2006-02-19 Thread Joris Huizer

Rodney Gordon II wrote:

Recently I have built my own compilation of wine on Debian, three
different revisions (0.9.6 .7 and .8). All of these versions are
compiled correctly. I have noticed an odd problem with these builds of
wine, and the commercial cedega fork of wine on Debian.

My dilemma:
I used to play WoW alot.. on linux even! But since my reinstall, I've
had no such luck.. For those that have played World of Warcraft, I am
currently pulling a massive 13fps in the horde's crossroads, and 5fps
if I am lucky in Orgrimmar.. Now, these rates are horrible for my
hardware, and on my last Debian install I would get at least
acceptable framerates. I get these pitiful framerates on wine AND
cedega, so I am pretty assured that I have compiled wine correctly.
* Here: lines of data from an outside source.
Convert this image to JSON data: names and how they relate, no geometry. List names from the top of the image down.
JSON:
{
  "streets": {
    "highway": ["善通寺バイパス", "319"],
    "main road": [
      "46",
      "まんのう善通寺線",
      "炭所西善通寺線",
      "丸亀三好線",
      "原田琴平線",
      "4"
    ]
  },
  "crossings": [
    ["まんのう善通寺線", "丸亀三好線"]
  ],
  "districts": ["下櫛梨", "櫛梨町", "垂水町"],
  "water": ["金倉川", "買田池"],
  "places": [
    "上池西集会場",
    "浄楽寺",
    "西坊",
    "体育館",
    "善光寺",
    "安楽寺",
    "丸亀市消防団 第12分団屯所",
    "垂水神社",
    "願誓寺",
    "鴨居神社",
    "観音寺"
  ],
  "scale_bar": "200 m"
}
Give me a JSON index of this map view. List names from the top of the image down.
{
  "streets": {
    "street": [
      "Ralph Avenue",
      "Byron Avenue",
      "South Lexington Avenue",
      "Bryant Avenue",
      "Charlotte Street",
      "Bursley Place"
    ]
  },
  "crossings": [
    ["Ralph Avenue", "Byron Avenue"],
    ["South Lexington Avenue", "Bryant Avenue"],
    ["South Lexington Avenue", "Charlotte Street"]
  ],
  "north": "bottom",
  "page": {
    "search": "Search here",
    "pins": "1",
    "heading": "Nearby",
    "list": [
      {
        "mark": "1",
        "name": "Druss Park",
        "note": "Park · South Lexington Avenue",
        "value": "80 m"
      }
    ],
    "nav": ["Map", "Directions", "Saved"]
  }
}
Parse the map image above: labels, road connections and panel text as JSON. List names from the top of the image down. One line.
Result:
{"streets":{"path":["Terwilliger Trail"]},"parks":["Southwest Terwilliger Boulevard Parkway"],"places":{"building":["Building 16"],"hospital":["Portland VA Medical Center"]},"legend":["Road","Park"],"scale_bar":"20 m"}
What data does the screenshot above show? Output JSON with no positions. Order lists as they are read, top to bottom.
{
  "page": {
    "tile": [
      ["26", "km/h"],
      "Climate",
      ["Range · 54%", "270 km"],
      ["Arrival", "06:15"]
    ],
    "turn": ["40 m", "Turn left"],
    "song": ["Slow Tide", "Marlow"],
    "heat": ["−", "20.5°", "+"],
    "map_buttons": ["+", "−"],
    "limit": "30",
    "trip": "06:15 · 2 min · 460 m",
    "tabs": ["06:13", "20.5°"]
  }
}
I have nvidia-kernel-source installed and modules built for both of my
kernels, 2.6.15.4 mainline and also 2.6.15-ck4. nvidia-glx and
nvidia-glx-dev are installed, as are the proper libraries wine
requires.

Hardware:
Pentium D 830 (3GHz dualcore)
1.5GB RAM
Asus P5LD2 Mobo
nVidia 6600 256MB PCI-E

What I have tried to remedy this situation:
Different builds of wine
Different versions of cedega
Tried mainline kernel, and Con's patchset
Tried both wine and cedega

Some odd things to note:
While running wine, if I attach strace to wine's process which uses
the most cpu (I don't recall if its just 'wine' or 'wineserver' at the
moment, either or) strace just shows a TON of sched_yield() = 0 ... I
talked to Con Kolivas about this problem and he said it may be related
to a toolchain bug due to mainline and his ck patchset kernels showing
the same effect. I am not very knowing about how the Debian toolchain
is setup so maybe someone could enlighten me on this possible problem?

I am at a loss as what to do at this point. My past install 2 months
ago worked fine.. This is nearly a brand new install, and it just
isn't working properly with wine and this game.

If anyone can help, I'd greatly appreciate it!

-r




I think, for best performance, you can use the headers of 
nvidia-glx-dev; normally, those are only placed under 
/usr/share/doc/nvidia-glx-dev/include/GL, not in the standard include 
path; you have to copy the files into /usr/include/GL (move the original 
versions of the available .h files elsewhere I guess)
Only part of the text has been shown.